Work item:
Check every line of the data for the word "Marshfield", and copy those that have it.

Extracted records:
-------------------------
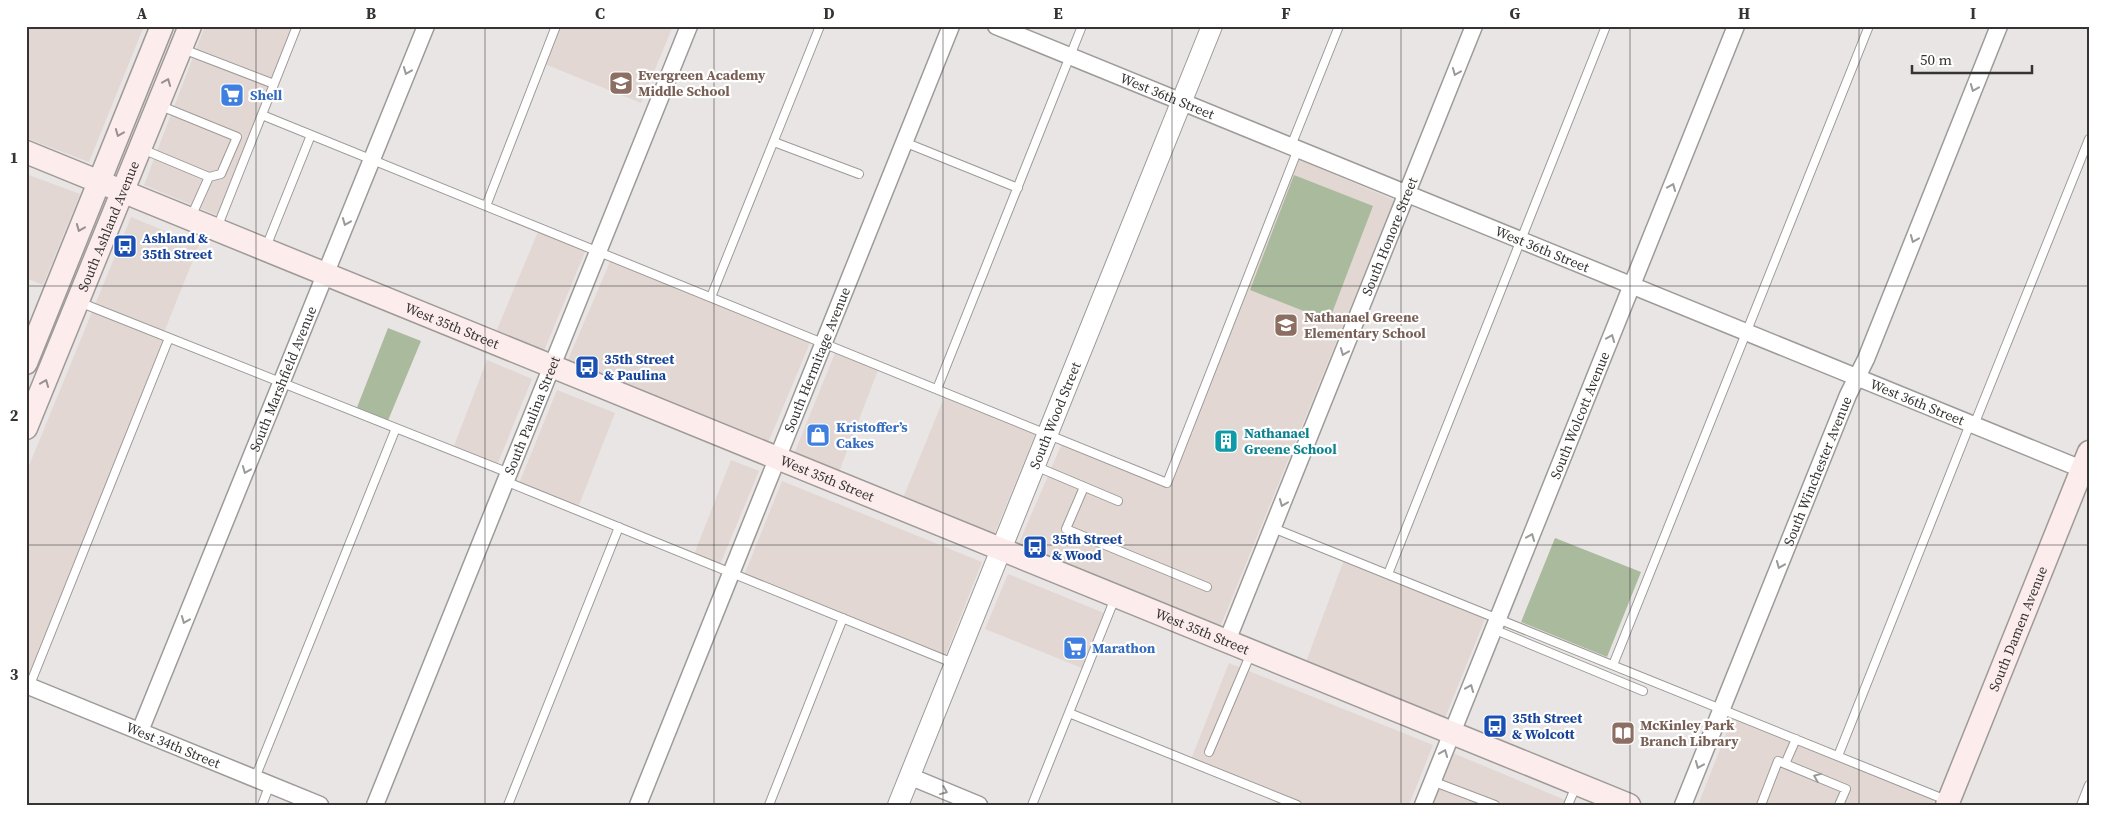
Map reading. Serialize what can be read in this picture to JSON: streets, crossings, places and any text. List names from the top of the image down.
{
  "streets": {
    "main road": ["South Ashland Avenue", "West 35th Street", "South Damen Avenue"],
    "street": [
      "West 36th Street",
      "South Honore Street",
      "South Hermitage Avenue",
      "South Marshfield Avenue",
      "South Paulina Street",
      "South Wood Street",
      "South Wolcott Avenue",
      "South Winchester Avenue",
      "West 34th Street"
    ]
  },
  "crossings": [
    ["West 36th Street", "South Honore Street"],
    ["West 36th Street", "South Wood Street"],
    ["West 36th Street", "South Wolcott Avenue"],
    ["West 36th Street", "South Winchester Avenue"],
    ["West 36th Street", "South Damen Avenue"],
    ["South Ashland Avenue", "West 35th Street"],
    ["South Honore Street", "West 35th Street"],
    ["West 35th Street", "South Hermitage Avenue"],
    ["West 35th Street", "South Marshfield Avenue"],
    ["West 35th Street", "South Paulina Street"],
    ["West 35th Street", "South Wood Street"],
    ["West 35th Street", "South Wolcott Avenue"],
    ["South Marshfield Avenue", "West 34th Street"]
  ],
  "one_way": [
    "South Honore Street",
    "South Marshfield Avenue",
    "South Wolcott Avenue",
    "South Winchester Avenue"
  ],
  "places": {
    "school or university": ["Evergreen Academy Middle School", "Nathanael Greene Elementary School"],
    "supermarket": ["Shell", "Marathon"],
    "bus stop": [
      "Ashland & 35th Street",
      "35th Street & Paulina",
      "35th Street & Wood",
      "35th Street & Wolcott"
    ],
    "shop": ["Kristoffer’s Cakes"],
    "building": ["Nathanael Greene School"],
    "library": ["McKinley Park Branch Library"]
  },
  "scale_bar": "50 m",
  "grid": {
    "columns": [
      "A",
      "B",
      "C",
      "D",
      "E",
      "F",
      "G",
      "H",
      "I"
    ],
    "rows": ["1", "2", "3"]
  }
}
-------------------------
Response to the task:
      "South Marshfield Avenue",
    ["West 35th Street", "South Marshfield Avenue"],
    ["South Marshfield Avenue", "West 34th Street"]
    "South Marshfield Avenue",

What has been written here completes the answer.